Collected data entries

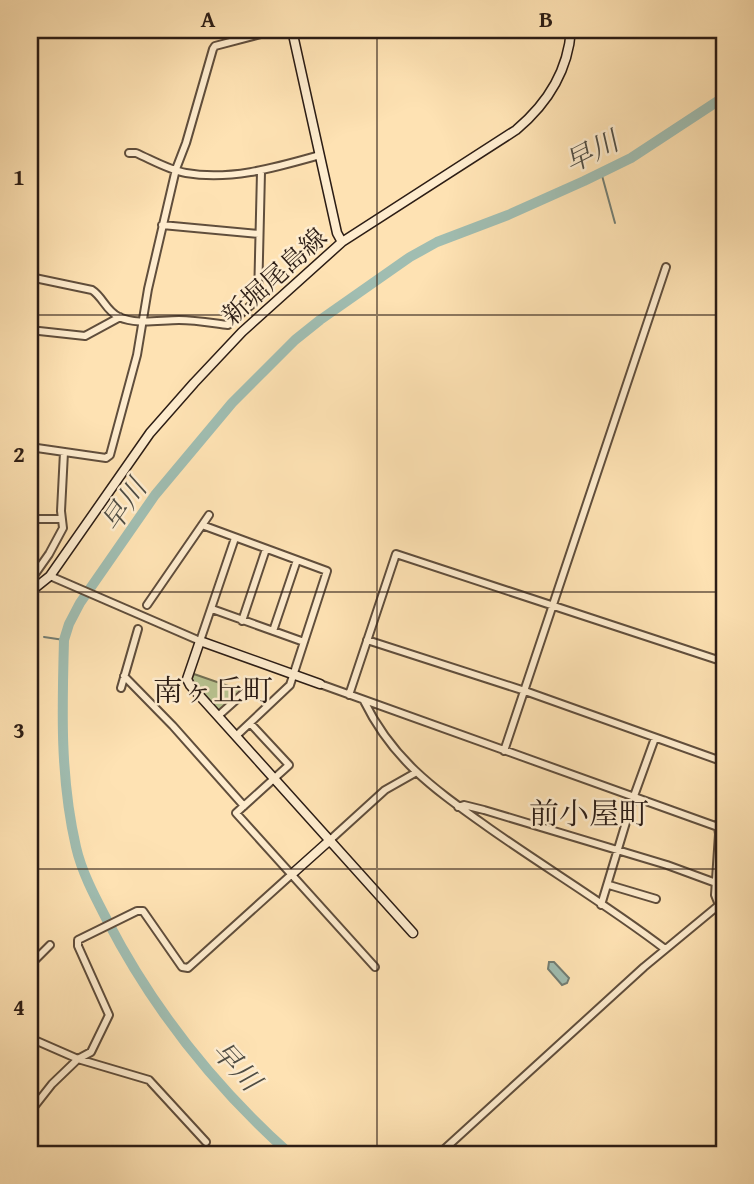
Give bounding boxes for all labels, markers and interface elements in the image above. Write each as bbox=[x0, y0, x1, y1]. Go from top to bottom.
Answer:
text: A bbox=[201, 2, 216, 35]
text: B bbox=[539, 2, 553, 35]
water label: 早川 bbox=[557, 119, 628, 182]
text: 1 bbox=[13, 160, 25, 193]
street label: 新堀尾島線 bbox=[213, 218, 335, 334]
text: 2 bbox=[13, 437, 25, 470]
water label: 早川 bbox=[90, 468, 157, 540]
district label: 南ヶ丘町 bbox=[153, 668, 273, 712]
text: 3 bbox=[13, 713, 25, 746]
district label: 前小屋町 bbox=[529, 791, 649, 835]
text: 4 bbox=[13, 990, 25, 1023]
water label: 早川 bbox=[203, 1031, 273, 1102]

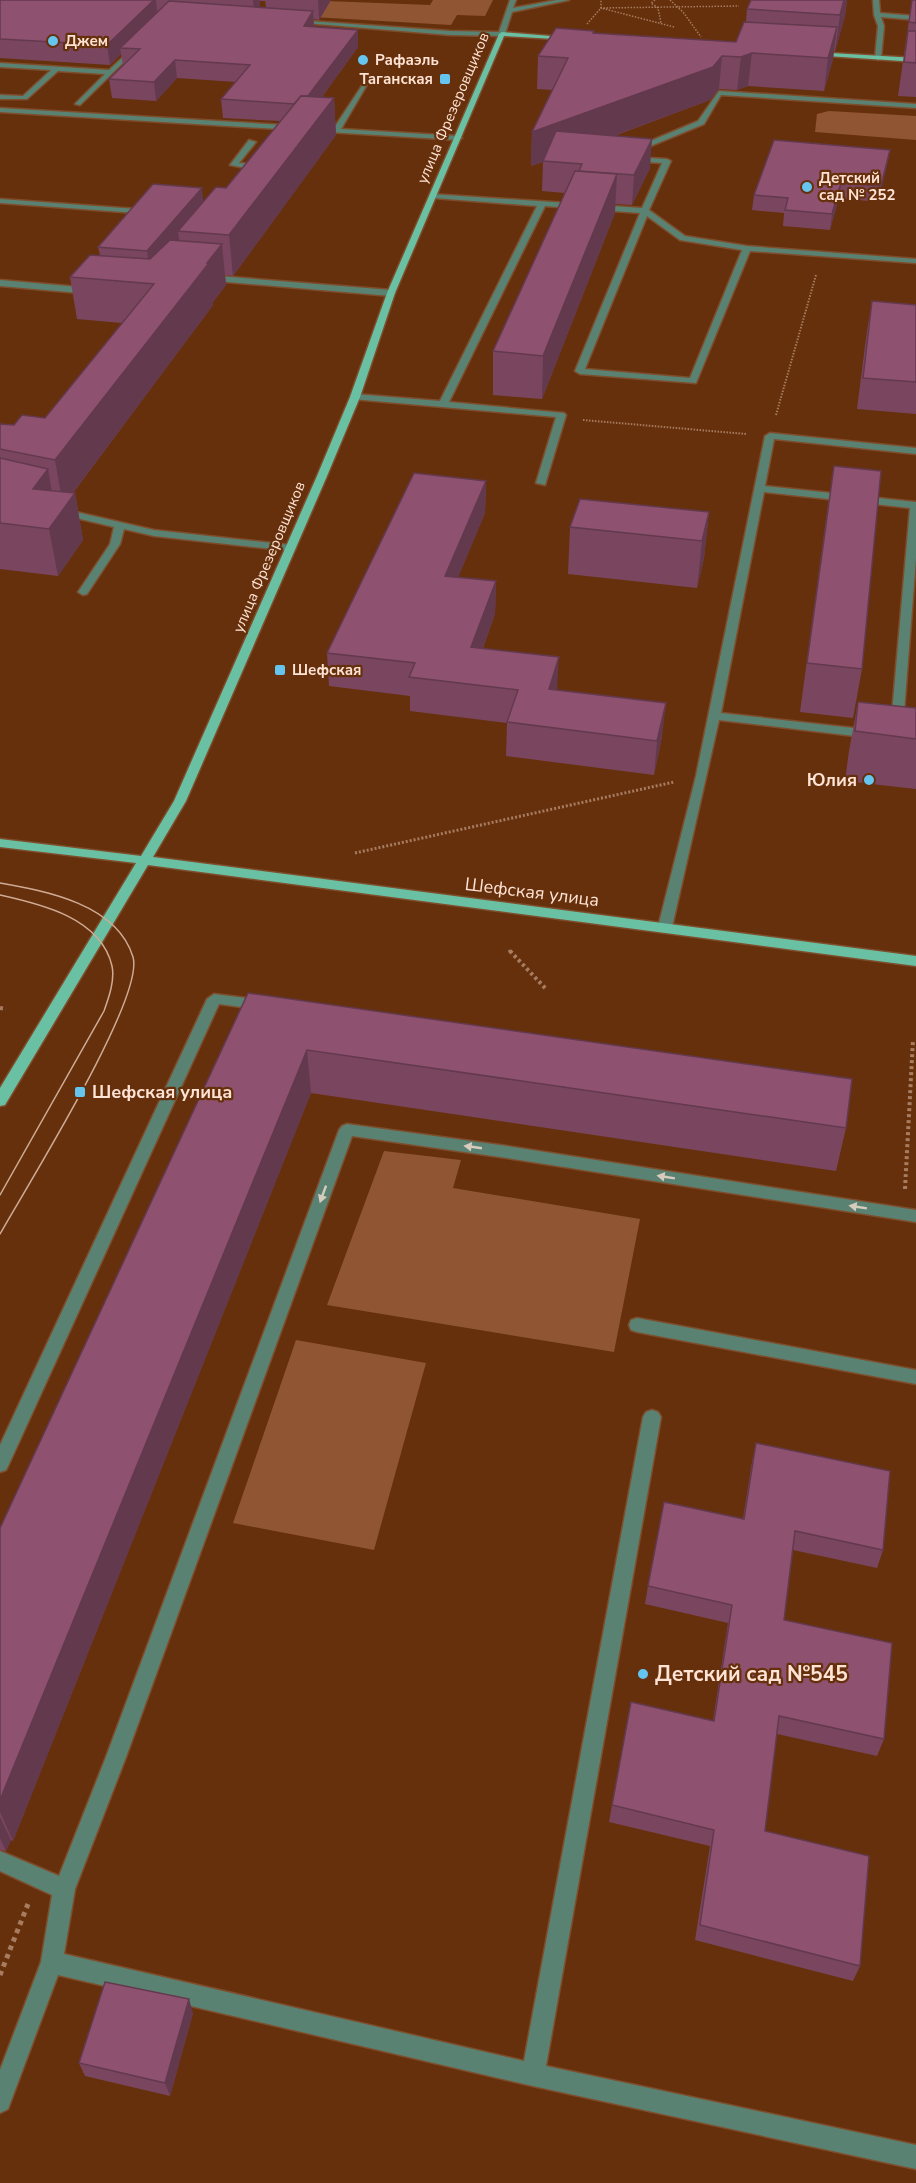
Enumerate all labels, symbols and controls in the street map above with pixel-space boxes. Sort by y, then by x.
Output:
street label: улица Фрезеровщиков [412,29,494,187]
place label: Джем [65,31,108,51]
marker: Джем [46,34,60,48]
place label: Рафаэль [375,50,439,70]
marker: Рафаэль [356,53,370,67]
place label: Таганская [360,69,433,89]
marker: Таганская [438,72,452,86]
place label: Детский сад № 252 [819,168,896,205]
marker: Детский сад № 252 [800,180,814,194]
street label: улица Фрезеровщиков [228,478,310,636]
place label: Шефская [292,660,361,680]
marker: Шефская [273,663,287,677]
place label: Юлия [807,768,857,792]
marker: Юлия [862,773,876,787]
street label: Шефская улица [463,872,601,912]
place label: Шефская улица [92,1080,232,1104]
marker: Шефская улица [73,1085,87,1099]
one-way arrow [463,1143,482,1152]
one-way arrow [656,1172,675,1181]
one-way arrow [318,1185,328,1203]
one-way arrow [849,1202,868,1211]
place label: Детский сад №545 [655,1660,848,1688]
marker: Детский сад №545 [636,1667,650,1681]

WHAT YOU NEED TO DO
Pictures stay out. Print the lines of the records above exactly, from the first through the one with "Enumerate all labels, symbols".

ANSWER TO THIS PROBLEM
Give bounding boxes for all labels, markers and interface elements in the image above. Write each as bbox=[x0, y0, x1, y1]. Go from top to bottom.
Answer:
text: A bbox=[201, 2, 216, 35]
text: B bbox=[539, 2, 553, 35]
water label: 早川 bbox=[557, 119, 628, 182]
text: 1 bbox=[13, 160, 25, 193]
street label: 新堀尾島線 bbox=[213, 218, 335, 334]
text: 2 bbox=[13, 437, 25, 470]
water label: 早川 bbox=[90, 468, 157, 540]
district label: 南ヶ丘町 bbox=[153, 668, 273, 712]
text: 3 bbox=[13, 713, 25, 746]
district label: 前小屋町 bbox=[529, 791, 649, 835]
text: 4 bbox=[13, 990, 25, 1023]
water label: 早川 bbox=[203, 1031, 273, 1102]

Enumerate all labels, symbols and controls in the street map above with pixel-space boxes. Sort by y, then by x.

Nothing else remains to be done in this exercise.